Task instructions
Retype the data in its entirety, with no word changed.

Saved data entries
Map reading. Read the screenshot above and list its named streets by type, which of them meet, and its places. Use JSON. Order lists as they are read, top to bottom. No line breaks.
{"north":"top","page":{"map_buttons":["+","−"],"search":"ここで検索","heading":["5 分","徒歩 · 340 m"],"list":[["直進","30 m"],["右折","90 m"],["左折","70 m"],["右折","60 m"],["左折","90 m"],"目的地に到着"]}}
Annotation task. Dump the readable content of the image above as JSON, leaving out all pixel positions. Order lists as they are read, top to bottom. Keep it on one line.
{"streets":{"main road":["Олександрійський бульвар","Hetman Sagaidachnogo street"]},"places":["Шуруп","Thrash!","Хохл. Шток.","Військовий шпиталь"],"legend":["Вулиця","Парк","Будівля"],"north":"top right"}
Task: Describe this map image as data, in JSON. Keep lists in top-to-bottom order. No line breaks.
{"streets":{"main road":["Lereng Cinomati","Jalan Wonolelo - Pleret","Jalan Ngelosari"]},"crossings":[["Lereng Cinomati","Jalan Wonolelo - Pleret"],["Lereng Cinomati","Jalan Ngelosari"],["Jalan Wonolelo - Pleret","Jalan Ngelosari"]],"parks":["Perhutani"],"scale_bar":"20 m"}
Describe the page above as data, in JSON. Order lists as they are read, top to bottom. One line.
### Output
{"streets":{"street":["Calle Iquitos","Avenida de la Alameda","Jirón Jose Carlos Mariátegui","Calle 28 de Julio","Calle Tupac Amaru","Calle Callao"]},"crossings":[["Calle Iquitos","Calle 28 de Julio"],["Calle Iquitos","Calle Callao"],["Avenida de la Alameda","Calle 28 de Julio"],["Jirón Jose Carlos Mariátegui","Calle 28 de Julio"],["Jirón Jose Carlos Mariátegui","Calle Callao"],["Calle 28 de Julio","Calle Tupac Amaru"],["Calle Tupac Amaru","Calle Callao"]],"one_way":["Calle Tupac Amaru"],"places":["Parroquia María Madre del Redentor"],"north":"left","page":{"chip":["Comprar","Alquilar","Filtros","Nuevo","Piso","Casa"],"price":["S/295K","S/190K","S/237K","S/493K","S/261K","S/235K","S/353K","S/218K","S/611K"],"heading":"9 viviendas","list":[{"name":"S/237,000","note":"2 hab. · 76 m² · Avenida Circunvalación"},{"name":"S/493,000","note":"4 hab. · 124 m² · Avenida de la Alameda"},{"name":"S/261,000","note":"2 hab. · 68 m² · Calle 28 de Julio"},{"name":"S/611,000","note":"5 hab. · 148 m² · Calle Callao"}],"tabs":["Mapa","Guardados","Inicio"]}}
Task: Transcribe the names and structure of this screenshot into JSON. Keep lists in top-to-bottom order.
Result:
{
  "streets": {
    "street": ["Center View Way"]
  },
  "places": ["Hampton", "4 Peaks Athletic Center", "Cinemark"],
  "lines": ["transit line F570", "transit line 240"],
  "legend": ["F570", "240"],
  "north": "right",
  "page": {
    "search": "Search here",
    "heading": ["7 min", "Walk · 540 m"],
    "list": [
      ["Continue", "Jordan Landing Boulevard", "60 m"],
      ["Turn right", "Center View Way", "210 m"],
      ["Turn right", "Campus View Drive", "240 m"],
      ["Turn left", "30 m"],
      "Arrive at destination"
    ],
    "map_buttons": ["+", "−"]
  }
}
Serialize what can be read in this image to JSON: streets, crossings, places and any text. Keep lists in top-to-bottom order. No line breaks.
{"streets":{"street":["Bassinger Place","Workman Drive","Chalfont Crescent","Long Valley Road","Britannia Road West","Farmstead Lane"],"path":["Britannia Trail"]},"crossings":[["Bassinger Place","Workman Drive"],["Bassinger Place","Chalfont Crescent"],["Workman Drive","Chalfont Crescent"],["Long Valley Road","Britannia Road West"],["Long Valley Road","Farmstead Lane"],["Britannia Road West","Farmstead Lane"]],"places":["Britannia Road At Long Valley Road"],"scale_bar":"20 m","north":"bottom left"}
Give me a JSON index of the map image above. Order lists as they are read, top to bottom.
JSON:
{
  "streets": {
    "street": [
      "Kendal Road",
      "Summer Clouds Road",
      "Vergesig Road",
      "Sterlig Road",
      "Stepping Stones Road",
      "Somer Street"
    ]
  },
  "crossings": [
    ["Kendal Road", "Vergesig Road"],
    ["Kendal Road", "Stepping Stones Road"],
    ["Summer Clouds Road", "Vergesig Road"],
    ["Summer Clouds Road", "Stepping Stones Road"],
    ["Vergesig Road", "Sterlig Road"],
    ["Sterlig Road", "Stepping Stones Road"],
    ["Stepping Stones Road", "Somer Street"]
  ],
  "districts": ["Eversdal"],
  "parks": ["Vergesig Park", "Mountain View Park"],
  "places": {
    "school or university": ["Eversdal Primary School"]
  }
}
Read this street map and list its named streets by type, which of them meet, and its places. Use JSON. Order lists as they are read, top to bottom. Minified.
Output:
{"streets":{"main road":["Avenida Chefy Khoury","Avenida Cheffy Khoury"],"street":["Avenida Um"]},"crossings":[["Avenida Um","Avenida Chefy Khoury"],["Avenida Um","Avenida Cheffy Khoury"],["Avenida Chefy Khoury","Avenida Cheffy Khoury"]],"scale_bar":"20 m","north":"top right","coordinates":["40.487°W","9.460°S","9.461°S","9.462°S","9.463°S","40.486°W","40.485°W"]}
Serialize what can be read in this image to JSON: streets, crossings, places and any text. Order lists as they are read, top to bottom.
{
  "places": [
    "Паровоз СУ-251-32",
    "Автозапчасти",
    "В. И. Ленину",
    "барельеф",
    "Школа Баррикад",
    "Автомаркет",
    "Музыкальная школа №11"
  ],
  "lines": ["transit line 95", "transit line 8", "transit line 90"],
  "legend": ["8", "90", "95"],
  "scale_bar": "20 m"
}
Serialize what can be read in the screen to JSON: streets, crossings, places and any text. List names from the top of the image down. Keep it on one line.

Response for this exercise
Map reading. Read the screenshot above and list its named streets by type, which of them meet, and its places. Use JSON. Order lists as they are read, top to bottom. No line breaks.
{"north":"top","page":{"map_buttons":["+","−"],"search":"ここで検索","heading":["5 分","徒歩 · 340 m"],"list":[["直進","30 m"],["右折","90 m"],["左折","70 m"],["右折","60 m"],["左折","90 m"],"目的地に到着"]}}
Annotation task. Dump the readable content of the image above as JSON, leaving out all pixel positions. Order lists as they are read, top to bottom. Keep it on one line.
{"streets":{"main road":["Олександрійський бульвар","Hetman Sagaidachnogo street"]},"places":["Шуруп","Thrash!","Хохл. Шток.","Військовий шпиталь"],"legend":["Вулиця","Парк","Будівля"],"north":"top right"}
Task: Describe this map image as data, in JSON. Keep lists in top-to-bottom order. No line breaks.
{"streets":{"main road":["Lereng Cinomati","Jalan Wonolelo - Pleret","Jalan Ngelosari"]},"crossings":[["Lereng Cinomati","Jalan Wonolelo - Pleret"],["Lereng Cinomati","Jalan Ngelosari"],["Jalan Wonolelo - Pleret","Jalan Ngelosari"]],"parks":["Perhutani"],"scale_bar":"20 m"}
Describe the page above as data, in JSON. Order lists as they are read, top to bottom. One line.
### Output
{"streets":{"street":["Calle Iquitos","Avenida de la Alameda","Jirón Jose Carlos Mariátegui","Calle 28 de Julio","Calle Tupac Amaru","Calle Callao"]},"crossings":[["Calle Iquitos","Calle 28 de Julio"],["Calle Iquitos","Calle Callao"],["Avenida de la Alameda","Calle 28 de Julio"],["Jirón Jose Carlos Mariátegui","Calle 28 de Julio"],["Jirón Jose Carlos Mariátegui","Calle Callao"],["Calle 28 de Julio","Calle Tupac Amaru"],["Calle Tupac Amaru","Calle Callao"]],"one_way":["Calle Tupac Amaru"],"places":["Parroquia María Madre del Redentor"],"north":"left","page":{"chip":["Comprar","Alquilar","Filtros","Nuevo","Piso","Casa"],"price":["S/295K","S/190K","S/237K","S/493K","S/261K","S/235K","S/353K","S/218K","S/611K"],"heading":"9 viviendas","list":[{"name":"S/237,000","note":"2 hab. · 76 m² · Avenida Circunvalación"},{"name":"S/493,000","note":"4 hab. · 124 m² · Avenida de la Alameda"},{"name":"S/261,000","note":"2 hab. · 68 m² · Calle 28 de Julio"},{"name":"S/611,000","note":"5 hab. · 148 m² · Calle Callao"}],"tabs":["Mapa","Guardados","Inicio"]}}
Task: Transcribe the names and structure of this screenshot into JSON. Keep lists in top-to-bottom order.
Result:
{
  "streets": {
    "street": ["Center View Way"]
  },
  "places": ["Hampton", "4 Peaks Athletic Center", "Cinemark"],
  "lines": ["transit line F570", "transit line 240"],
  "legend": ["F570", "240"],
  "north": "right",
  "page": {
    "search": "Search here",
    "heading": ["7 min", "Walk · 540 m"],
    "list": [
      ["Continue", "Jordan Landing Boulevard", "60 m"],
      ["Turn right", "Center View Way", "210 m"],
      ["Turn right", "Campus View Drive", "240 m"],
      ["Turn left", "30 m"],
      "Arrive at destination"
    ],
    "map_buttons": ["+", "−"]
  }
}
Serialize what can be read in this image to JSON: streets, crossings, places and any text. Keep lists in top-to-bottom order. No line breaks.
{"streets":{"street":["Bassinger Place","Workman Drive","Chalfont Crescent","Long Valley Road","Britannia Road West","Farmstead Lane"],"path":["Britannia Trail"]},"crossings":[["Bassinger Place","Workman Drive"],["Bassinger Place","Chalfont Crescent"],["Workman Drive","Chalfont Crescent"],["Long Valley Road","Britannia Road West"],["Long Valley Road","Farmstead Lane"],["Britannia Road West","Farmstead Lane"]],"places":["Britannia Road At Long Valley Road"],"scale_bar":"20 m","north":"bottom left"}
Give me a JSON index of the map image above. Order lists as they are read, top to bottom.
JSON:
{
  "streets": {
    "street": [
      "Kendal Road",
      "Summer Clouds Road",
      "Vergesig Road",
      "Sterlig Road",
      "Stepping Stones Road",
      "Somer Street"
    ]
  },
  "crossings": [
    ["Kendal Road", "Vergesig Road"],
    ["Kendal Road", "Stepping Stones Road"],
    ["Summer Clouds Road", "Vergesig Road"],
    ["Summer Clouds Road", "Stepping Stones Road"],
    ["Vergesig Road", "Sterlig Road"],
    ["Sterlig Road", "Stepping Stones Road"],
    ["Stepping Stones Road", "Somer Street"]
  ],
  "districts": ["Eversdal"],
  "parks": ["Vergesig Park", "Mountain View Park"],
  "places": {
    "school or university": ["Eversdal Primary School"]
  }
}
Read this street map and list its named streets by type, which of them meet, and its places. Use JSON. Order lists as they are read, top to bottom. Minified.
Output:
{"streets":{"main road":["Avenida Chefy Khoury","Avenida Cheffy Khoury"],"street":["Avenida Um"]},"crossings":[["Avenida Um","Avenida Chefy Khoury"],["Avenida Um","Avenida Cheffy Khoury"],["Avenida Chefy Khoury","Avenida Cheffy Khoury"]],"scale_bar":"20 m","north":"top right","coordinates":["40.487°W","9.460°S","9.461°S","9.462°S","9.463°S","40.486°W","40.485°W"]}
Serialize what can be read in this image to JSON: streets, crossings, places and any text. Order lists as they are read, top to bottom.
{
  "places": [
    "Паровоз СУ-251-32",
    "Автозапчасти",
    "В. И. Ленину",
    "барельеф",
    "Школа Баррикад",
    "Автомаркет",
    "Музыкальная школа №11"
  ],
  "lines": ["transit line 95", "transit line 8", "transit line 90"],
  "legend": ["8", "90", "95"],
  "scale_bar": "20 m"
}
Serialize what can be read in the screen to JSON: streets, crossings, places and any text. List names from the top of the image down. Keep it on one line.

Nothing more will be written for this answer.